* WHAT YOU HAVE TO DO:
Beneath this line is the data. Output exactly the lines from the line with "Input: one rendered" to the line with "Build a gazetteer", both ends included, and nothing more.

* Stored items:
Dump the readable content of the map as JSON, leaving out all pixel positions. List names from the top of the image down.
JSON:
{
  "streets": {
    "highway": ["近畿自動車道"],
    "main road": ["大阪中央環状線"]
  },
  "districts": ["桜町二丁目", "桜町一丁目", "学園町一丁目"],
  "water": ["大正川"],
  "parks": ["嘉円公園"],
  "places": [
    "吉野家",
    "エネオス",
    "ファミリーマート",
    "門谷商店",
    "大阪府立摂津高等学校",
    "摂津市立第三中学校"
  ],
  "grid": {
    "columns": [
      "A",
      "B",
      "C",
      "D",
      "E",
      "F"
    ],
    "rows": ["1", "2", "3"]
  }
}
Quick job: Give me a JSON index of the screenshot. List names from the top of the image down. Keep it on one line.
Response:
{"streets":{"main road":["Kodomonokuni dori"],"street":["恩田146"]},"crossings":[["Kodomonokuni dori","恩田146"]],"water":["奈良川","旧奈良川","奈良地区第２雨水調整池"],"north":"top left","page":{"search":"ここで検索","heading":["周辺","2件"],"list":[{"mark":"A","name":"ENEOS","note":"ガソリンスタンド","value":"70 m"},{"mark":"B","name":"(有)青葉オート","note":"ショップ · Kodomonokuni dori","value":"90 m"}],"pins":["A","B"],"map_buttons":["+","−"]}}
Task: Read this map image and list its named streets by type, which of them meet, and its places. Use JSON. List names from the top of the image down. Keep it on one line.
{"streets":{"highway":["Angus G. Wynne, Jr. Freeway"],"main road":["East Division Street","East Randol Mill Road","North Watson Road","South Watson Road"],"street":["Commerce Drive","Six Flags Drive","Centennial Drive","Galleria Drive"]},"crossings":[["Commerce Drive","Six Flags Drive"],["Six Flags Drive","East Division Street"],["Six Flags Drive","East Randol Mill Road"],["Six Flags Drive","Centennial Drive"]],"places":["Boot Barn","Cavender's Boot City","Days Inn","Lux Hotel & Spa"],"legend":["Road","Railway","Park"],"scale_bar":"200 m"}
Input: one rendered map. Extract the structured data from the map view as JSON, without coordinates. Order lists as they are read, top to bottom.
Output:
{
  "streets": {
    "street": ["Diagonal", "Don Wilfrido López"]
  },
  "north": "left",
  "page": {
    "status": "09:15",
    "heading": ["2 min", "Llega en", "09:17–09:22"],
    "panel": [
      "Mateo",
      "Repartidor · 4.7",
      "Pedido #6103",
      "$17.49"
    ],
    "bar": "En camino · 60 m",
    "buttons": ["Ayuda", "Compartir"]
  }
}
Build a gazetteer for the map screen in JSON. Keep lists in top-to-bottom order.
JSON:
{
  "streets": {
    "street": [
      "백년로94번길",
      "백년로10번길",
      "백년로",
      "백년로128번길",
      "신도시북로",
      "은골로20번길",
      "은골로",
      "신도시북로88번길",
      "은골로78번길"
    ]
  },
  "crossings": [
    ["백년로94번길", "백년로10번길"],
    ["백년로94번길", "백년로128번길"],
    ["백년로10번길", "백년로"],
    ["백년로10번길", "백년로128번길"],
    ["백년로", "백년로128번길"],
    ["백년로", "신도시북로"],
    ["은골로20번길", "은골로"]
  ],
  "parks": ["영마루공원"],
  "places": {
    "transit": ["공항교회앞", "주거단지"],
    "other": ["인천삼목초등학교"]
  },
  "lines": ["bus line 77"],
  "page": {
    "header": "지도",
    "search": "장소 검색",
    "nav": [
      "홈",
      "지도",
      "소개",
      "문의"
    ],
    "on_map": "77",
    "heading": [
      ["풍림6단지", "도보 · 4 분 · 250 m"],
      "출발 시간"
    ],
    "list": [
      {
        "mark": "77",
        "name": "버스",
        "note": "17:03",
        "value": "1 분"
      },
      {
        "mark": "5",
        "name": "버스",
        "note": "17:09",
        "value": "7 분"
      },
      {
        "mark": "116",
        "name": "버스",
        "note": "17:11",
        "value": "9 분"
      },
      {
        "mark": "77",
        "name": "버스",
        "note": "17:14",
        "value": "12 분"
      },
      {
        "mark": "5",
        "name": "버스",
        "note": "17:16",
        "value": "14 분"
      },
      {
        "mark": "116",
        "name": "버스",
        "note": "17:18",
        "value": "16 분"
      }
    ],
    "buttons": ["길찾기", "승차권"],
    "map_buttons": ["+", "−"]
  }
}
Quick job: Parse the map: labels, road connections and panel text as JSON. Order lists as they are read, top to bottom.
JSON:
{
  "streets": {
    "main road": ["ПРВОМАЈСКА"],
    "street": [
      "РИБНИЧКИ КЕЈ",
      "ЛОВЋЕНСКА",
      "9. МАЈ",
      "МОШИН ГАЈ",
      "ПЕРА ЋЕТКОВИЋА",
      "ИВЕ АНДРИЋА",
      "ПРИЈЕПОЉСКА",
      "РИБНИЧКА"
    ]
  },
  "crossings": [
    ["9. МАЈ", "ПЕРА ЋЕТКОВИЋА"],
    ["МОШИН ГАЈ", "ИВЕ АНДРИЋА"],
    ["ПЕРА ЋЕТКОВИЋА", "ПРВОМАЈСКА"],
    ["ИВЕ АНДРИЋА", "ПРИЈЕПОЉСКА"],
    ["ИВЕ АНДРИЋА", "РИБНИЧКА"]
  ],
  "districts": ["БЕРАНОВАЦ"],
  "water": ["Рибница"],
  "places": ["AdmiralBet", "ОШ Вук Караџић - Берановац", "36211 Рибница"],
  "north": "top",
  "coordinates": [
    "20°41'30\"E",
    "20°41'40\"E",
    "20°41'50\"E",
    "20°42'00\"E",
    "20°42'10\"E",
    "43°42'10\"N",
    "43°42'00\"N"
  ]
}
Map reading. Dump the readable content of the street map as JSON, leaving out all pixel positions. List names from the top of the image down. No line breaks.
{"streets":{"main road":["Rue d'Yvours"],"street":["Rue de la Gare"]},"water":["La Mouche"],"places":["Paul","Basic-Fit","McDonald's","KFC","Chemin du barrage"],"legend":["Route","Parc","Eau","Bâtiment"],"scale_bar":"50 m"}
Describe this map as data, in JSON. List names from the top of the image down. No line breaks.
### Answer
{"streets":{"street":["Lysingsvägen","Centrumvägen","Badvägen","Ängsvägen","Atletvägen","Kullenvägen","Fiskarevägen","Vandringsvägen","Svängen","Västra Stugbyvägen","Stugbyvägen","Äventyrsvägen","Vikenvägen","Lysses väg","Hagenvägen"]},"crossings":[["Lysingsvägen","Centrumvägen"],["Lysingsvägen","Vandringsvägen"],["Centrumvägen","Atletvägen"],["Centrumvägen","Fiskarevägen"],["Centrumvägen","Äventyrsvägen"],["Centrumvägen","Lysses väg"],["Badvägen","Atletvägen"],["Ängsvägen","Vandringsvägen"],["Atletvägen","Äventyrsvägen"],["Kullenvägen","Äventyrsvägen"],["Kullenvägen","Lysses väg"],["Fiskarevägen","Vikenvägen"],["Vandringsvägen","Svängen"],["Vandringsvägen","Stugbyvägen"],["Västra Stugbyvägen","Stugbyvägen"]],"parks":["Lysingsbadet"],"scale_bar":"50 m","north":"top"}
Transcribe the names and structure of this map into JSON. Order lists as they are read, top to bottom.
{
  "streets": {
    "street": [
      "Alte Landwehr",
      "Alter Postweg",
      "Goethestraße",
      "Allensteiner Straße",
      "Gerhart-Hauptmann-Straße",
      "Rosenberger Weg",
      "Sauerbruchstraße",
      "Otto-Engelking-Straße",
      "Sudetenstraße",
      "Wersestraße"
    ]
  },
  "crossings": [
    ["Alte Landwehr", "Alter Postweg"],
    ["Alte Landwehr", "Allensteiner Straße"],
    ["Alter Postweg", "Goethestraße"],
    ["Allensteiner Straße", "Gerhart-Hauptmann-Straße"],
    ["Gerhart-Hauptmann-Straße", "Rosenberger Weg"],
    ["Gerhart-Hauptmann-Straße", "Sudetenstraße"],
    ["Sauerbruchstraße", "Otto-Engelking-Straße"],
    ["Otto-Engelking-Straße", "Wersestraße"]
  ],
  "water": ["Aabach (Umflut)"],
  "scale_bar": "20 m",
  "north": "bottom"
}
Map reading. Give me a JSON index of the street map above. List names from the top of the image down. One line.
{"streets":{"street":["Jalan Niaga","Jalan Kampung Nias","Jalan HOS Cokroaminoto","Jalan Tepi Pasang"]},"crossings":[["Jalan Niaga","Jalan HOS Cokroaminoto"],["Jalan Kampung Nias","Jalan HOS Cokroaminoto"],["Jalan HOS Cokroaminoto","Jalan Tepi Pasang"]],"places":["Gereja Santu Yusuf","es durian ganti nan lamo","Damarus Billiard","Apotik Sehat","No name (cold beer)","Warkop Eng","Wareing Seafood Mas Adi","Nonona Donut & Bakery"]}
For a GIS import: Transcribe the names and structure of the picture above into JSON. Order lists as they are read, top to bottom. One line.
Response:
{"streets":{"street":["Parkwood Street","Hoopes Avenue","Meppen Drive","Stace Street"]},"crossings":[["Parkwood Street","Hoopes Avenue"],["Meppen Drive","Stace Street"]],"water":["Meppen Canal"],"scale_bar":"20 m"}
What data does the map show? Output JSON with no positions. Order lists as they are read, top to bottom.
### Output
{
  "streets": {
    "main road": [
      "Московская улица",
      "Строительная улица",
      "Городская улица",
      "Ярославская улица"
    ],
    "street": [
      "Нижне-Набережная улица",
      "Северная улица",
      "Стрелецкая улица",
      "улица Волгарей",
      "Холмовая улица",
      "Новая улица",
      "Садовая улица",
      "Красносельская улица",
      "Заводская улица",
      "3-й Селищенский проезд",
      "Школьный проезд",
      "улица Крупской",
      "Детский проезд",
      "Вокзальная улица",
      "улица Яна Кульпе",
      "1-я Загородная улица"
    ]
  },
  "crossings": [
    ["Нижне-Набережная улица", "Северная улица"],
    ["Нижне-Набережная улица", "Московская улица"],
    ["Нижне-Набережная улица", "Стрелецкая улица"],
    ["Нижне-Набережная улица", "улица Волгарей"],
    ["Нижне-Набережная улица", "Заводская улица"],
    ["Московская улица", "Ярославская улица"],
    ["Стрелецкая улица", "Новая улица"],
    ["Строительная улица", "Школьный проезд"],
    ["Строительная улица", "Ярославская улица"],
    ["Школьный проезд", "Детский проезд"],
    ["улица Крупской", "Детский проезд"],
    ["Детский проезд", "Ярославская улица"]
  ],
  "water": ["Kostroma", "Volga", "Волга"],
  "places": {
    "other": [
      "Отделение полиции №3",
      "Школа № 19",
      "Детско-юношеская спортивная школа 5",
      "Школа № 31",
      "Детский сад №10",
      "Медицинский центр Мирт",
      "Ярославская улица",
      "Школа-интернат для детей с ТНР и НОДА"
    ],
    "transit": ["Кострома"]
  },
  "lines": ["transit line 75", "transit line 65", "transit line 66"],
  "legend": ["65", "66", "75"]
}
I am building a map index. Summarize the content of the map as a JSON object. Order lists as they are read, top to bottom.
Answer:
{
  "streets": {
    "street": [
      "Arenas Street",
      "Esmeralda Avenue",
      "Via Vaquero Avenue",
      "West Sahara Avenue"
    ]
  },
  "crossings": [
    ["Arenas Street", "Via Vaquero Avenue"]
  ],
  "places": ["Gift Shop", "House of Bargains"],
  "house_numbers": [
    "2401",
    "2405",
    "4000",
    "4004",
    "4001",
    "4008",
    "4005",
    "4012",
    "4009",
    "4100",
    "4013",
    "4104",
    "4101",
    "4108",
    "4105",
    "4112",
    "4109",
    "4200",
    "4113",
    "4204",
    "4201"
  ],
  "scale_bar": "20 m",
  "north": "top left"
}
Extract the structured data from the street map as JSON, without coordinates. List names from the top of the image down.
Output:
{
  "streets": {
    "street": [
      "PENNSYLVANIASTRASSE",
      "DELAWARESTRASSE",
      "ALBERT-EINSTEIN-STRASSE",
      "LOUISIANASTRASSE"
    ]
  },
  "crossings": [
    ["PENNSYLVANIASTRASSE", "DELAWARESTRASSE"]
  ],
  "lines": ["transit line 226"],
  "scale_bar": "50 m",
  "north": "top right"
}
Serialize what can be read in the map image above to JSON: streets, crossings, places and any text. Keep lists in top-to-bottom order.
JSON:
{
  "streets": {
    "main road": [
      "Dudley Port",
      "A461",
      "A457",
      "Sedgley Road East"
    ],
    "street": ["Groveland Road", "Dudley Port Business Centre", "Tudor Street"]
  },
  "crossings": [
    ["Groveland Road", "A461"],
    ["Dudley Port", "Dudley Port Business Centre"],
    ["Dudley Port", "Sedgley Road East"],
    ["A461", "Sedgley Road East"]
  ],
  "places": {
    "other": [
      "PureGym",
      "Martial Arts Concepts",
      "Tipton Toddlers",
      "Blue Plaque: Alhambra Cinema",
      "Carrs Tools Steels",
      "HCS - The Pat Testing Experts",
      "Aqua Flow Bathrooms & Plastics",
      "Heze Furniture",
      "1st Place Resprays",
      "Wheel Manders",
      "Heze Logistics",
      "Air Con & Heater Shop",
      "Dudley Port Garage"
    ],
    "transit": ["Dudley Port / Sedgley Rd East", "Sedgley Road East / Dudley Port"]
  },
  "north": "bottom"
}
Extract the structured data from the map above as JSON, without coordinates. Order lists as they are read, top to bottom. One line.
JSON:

* ANSWER FOR THIS EXERCISE:
Input: one rendered map. Extract the structured data from the map view as JSON, without coordinates. Order lists as they are read, top to bottom.
Output:
{
  "streets": {
    "street": ["Diagonal", "Don Wilfrido López"]
  },
  "north": "left",
  "page": {
    "status": "09:15",
    "heading": ["2 min", "Llega en", "09:17–09:22"],
    "panel": [
      "Mateo",
      "Repartidor · 4.7",
      "Pedido #6103",
      "$17.49"
    ],
    "bar": "En camino · 60 m",
    "buttons": ["Ayuda", "Compartir"]
  }
}
Build a gazetteer for the map screen in JSON. Keep lists in top-to-bottom order.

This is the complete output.